Household project based on CRISP-DM framework

This project is based on the data set called [login to view URL] that includes about 3,000 households in two midwestern cities in the United States. The data contain demographic information such as household incomes, number of household members, education levels of the heads of households as well as information on the purchases of several retail products such as frozen dinners and yogurt. The data were collected between 1985 and 1988 by a marketing research firm, AC Nielsen.

Your assignment is first to propose a business analytics plan based on the CRISP-DM framework and identify and complete the appropriate tasks for each of the six CRISP-DM phases. The project deliverables include a final written report and an oral presentation that should follow the outline shown below.

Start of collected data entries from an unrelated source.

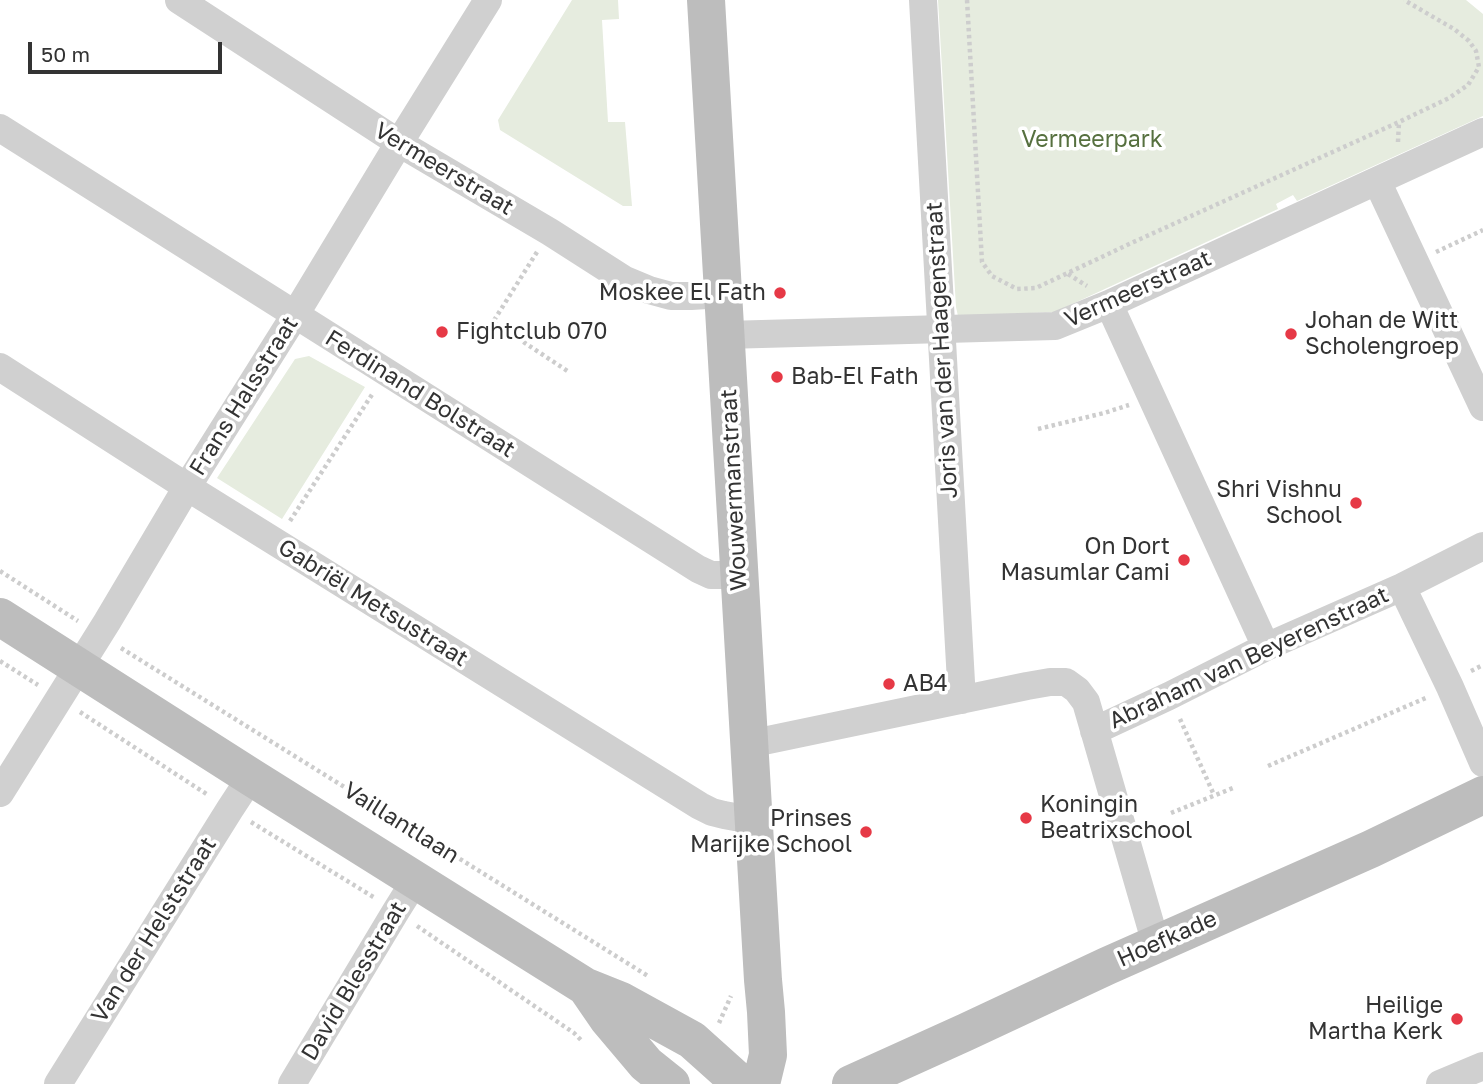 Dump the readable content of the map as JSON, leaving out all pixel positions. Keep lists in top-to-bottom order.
{
  "streets": {
    "street": [
      "Vermeerstraat",
      "Joris van der Haagenstraat",
      "Ferdinand Bolstraat",
      "Frans Halsstraat",
      "Wouwermanstraat",
      "Gabriël Metsustraat",
      "Abraham van Beyerenstraat",
      "Vaillantlaan",
      "Van der Helststraat",
      "Hoefkade",
      "David Blesstraat"
    ]
  },
  "crossings": [
    ["Vermeerstraat", "Joris van der Haagenstraat"],
    ["Vermeerstraat", "Frans Halsstraat"],
    ["Vermeerstraat", "Wouwermanstraat"],
    ["Joris van der Haagenstraat", "Abraham van Beyerenstraat"],
    ["Ferdinand Bolstraat", "Frans Halsstraat"],
    ["Ferdinand Bolstraat", "Wouwermanstraat"],
    ["Frans Halsstraat", "Gabriël Metsustraat"],
    ["Frans Halsstraat", "Vaillantlaan"],
    ["Wouwermanstraat", "Gabriël Metsustraat"],
    ["Wouwermanstraat", "Abraham van Beyerenstraat"],
    ["Wouwermanstraat", "Vaillantlaan"],
    ["Vaillantlaan", "Van der Helststraat"],
    ["Vaillantlaan", "David Blesstraat"]
  ],
  "parks": ["Vermeerpark"],
  "places": [
    "Moskee El Fath",
    "Fightclub 070",
    "Johan de Witt Scholengroep",
    "Bab-El Fath",
    "Shri Vishnu School",
    "On Dort Masumlar Cami",
    "AB4",
    "Koningin Beatrixschool",
    "Prinses Marijke School",
    "Heilige Martha Kerk"
  ],
  "scale_bar": "50 m"
}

1. Business understanding: Describe the business opportunities that the data present and formulate relevant business questions.

2. Data understanding: Explore the data set with descriptive analytics tools and provide relevant

information. Examine the possibility of supervised and unsupervised analysis techniques and identify possible variables for further analysis. Keep in mind the business opportunities and questions formulated in the first phase. The following criteria may also be considered as a guide.

• Does a target variable exist?

• Does the data set contain historical values of the target variables?

• Does the data set have a sufficient number of observations to support data partitioning that may be required to answer the business question(s)?

3. Data preparation: Determine and perform the necessary data wrangling and preparation tasks based on the decision made during the business and data understanding phases. Explain the rationale for these tasks and document the changes that you have made to the data set.

4. Modeling: Consider the strengths and weaknesses of different modeling techniques. Implement the appropriate techniques, explain the rationale for your selection, and present relevant analysis results and interpretation. For the supervised techniques, determine whether to use classification or prediction models and explain your decision. Use appropriate data partitioning and performance measures to evaluate the competing models implemented in the modeling phase. Identify the best model(s).

5. Evaluation: Refocus on the business objectives of the project. Review the steps executed to construct the model to ensure no key business issues were overlooked. Evaluate whether the models have properly achieved the business objectives outlined during the business understanding phase. Formulate actionable recommendations based on the findings.

6. Deployment: Communicate the findings and relevant business insights with a written report and oral presentation that incorporate appropriate statistical information and visuals. The main focus should be placed on providing actionable business recommendations for a managerial and non-technical audience.